# GIVEN DATA
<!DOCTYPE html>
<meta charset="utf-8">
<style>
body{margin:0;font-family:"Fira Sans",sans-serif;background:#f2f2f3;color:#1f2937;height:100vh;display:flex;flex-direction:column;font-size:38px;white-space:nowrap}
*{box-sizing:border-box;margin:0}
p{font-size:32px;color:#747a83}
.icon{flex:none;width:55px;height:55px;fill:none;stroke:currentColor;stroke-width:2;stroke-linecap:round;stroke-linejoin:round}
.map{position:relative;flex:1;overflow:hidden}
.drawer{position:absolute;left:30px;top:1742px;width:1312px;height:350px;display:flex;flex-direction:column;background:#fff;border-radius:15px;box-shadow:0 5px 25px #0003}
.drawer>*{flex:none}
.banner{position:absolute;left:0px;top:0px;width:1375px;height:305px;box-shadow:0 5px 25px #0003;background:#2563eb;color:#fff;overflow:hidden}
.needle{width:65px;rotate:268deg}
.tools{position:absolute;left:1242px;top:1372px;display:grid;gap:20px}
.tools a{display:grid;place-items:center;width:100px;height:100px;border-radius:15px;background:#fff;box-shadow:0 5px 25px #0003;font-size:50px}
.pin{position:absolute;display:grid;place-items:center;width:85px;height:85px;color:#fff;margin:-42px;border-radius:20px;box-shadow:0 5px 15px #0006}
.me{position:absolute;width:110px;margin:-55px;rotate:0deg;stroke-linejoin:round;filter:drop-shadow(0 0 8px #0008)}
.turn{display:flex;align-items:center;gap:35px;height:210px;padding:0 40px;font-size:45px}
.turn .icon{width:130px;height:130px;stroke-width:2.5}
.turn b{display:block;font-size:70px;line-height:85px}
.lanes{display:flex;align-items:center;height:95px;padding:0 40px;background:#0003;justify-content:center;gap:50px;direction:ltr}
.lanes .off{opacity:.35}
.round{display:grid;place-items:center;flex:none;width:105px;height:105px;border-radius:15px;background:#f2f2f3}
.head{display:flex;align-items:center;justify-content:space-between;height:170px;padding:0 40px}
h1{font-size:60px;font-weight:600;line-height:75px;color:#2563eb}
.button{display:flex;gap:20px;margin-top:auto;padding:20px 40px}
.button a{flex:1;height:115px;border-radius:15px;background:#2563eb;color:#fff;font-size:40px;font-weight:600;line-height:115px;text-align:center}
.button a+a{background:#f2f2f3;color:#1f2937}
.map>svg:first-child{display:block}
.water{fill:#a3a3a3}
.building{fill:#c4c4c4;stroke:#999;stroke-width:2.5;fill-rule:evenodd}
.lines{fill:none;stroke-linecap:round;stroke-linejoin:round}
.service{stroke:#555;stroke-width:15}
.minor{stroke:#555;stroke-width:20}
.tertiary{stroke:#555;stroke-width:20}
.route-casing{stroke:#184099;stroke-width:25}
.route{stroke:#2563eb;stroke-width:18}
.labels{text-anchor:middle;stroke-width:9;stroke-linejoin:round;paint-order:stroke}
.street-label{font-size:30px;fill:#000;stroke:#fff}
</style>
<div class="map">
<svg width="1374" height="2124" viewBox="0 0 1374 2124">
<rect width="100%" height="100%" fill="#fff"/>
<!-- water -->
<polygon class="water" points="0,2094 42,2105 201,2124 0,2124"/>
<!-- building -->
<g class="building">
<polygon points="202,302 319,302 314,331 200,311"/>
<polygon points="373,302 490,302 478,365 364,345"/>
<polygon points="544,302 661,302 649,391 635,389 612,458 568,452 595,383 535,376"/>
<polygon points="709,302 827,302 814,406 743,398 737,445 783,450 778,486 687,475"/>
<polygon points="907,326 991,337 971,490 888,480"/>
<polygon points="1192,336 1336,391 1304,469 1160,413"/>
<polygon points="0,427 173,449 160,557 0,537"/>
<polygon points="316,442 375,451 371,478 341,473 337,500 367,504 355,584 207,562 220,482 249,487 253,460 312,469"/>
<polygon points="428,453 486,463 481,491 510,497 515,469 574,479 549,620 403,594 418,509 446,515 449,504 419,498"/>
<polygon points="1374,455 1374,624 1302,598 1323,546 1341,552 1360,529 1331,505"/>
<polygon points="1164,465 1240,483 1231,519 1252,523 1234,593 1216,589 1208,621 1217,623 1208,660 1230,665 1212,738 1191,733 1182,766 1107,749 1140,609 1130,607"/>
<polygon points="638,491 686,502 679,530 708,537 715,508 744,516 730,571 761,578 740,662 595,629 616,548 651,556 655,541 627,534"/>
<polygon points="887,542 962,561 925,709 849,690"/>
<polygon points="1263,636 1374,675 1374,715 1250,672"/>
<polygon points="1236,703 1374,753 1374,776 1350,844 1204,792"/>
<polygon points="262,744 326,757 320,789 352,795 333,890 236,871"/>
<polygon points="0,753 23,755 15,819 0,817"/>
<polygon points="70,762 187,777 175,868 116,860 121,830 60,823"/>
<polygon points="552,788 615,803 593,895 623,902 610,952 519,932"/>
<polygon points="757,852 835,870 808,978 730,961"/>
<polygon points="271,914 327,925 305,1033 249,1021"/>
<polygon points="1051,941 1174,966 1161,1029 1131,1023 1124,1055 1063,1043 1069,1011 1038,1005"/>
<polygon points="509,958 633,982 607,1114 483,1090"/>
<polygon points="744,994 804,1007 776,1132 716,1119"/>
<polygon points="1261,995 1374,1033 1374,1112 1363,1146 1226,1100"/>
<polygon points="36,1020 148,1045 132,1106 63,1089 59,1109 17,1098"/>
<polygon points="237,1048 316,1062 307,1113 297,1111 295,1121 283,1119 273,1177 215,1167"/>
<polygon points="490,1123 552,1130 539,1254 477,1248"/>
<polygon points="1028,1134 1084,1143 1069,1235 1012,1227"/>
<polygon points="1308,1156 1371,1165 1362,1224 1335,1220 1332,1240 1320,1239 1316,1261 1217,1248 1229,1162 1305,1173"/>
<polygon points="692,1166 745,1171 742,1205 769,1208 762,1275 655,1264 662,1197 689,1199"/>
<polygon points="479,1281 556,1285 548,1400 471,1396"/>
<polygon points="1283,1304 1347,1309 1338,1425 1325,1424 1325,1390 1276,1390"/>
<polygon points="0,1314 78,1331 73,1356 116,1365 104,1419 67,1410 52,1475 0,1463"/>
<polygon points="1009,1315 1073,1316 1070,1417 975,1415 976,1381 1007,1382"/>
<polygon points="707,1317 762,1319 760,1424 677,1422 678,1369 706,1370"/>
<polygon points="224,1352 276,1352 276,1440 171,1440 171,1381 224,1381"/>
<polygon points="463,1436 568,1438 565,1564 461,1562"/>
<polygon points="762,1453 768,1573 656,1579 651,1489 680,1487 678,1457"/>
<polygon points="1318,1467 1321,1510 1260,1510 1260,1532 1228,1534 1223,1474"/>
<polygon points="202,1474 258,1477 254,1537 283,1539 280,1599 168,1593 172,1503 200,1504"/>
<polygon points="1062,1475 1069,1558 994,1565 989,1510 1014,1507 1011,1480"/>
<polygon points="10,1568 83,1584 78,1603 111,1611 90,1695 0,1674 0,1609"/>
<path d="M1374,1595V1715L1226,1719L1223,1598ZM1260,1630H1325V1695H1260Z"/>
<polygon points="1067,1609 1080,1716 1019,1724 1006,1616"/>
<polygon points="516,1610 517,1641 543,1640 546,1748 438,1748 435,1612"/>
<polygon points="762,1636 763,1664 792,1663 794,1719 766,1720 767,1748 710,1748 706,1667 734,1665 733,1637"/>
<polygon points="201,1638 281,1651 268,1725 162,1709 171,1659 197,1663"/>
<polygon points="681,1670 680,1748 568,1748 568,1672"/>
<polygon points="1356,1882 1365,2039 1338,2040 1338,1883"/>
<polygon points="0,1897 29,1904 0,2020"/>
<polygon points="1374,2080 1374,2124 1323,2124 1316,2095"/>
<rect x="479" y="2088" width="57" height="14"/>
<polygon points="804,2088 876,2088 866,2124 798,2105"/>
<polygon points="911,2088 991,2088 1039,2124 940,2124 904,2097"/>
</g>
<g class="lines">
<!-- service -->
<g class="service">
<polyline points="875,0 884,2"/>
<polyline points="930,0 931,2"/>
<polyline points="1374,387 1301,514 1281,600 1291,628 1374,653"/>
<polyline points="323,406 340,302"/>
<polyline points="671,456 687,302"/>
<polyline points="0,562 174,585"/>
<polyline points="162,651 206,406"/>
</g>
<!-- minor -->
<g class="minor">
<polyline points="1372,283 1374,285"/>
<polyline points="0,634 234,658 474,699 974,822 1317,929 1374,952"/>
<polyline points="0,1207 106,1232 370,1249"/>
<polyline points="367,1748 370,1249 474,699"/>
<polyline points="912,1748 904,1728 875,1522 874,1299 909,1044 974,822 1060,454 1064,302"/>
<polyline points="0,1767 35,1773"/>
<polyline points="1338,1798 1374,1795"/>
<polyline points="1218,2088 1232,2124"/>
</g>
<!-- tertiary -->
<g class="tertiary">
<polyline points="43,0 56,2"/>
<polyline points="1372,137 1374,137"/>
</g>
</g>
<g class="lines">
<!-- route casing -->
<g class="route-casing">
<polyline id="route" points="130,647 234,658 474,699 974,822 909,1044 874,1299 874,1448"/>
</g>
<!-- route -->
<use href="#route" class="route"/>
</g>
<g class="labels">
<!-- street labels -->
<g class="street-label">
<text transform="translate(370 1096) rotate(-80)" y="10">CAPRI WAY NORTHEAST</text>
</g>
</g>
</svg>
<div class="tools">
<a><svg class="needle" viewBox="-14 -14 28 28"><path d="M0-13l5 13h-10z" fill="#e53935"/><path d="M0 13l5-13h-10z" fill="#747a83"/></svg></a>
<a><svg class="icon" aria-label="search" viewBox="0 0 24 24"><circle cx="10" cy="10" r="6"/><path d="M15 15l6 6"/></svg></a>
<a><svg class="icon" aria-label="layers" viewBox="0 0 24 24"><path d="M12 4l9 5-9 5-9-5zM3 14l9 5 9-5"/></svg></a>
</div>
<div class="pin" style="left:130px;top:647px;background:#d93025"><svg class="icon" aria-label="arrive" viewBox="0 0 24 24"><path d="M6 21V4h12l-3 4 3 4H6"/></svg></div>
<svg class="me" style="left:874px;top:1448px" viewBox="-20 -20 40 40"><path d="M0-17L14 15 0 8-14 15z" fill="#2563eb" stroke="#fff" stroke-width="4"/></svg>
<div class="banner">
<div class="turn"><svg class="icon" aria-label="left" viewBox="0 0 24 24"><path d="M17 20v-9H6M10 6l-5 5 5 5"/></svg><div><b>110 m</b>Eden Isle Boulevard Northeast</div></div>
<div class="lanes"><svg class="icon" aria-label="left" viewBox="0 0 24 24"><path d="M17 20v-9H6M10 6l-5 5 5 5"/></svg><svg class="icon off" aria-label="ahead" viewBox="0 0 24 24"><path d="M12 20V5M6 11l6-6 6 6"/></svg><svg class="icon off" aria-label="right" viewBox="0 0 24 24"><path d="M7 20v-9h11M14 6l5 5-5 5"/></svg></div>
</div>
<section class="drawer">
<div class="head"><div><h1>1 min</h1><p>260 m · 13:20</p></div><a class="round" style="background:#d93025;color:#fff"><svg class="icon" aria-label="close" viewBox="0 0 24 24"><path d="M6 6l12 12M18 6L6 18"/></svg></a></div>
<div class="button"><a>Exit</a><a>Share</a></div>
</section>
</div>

# PROBLEM STATEMENT
Copy each line in the entries above where "position" turns up.

# ANSWER SECTION
.map{position:relative;flex:1;overflow:hidden}
.drawer{position:absolute;left:30px;top:1742px;width:1312px;height:350px;display:flex;flex-direction:column;background:#fff;border-radius:15px;box-shadow:0 5px 25px #0003}
.banner{position:absolute;left:0px;top:0px;width:1375px;height:305px;box-shadow:0 5px 25px #0003;background:#2563eb;color:#fff;overflow:hidden}
.tools{position:absolute;left:1242px;top:1372px;display:grid;gap:20px}
.pin{position:absolute;display:grid;place-items:center;width:85px;height:85px;color:#fff;margin:-42px;border-radius:20px;box-shadow:0 5px 15px #0006}
.me{position:absolute;width:110px;margin:-55px;rotate:0deg;stroke-linejoin:round;filter:drop-shadow(0 0 8px #0008)}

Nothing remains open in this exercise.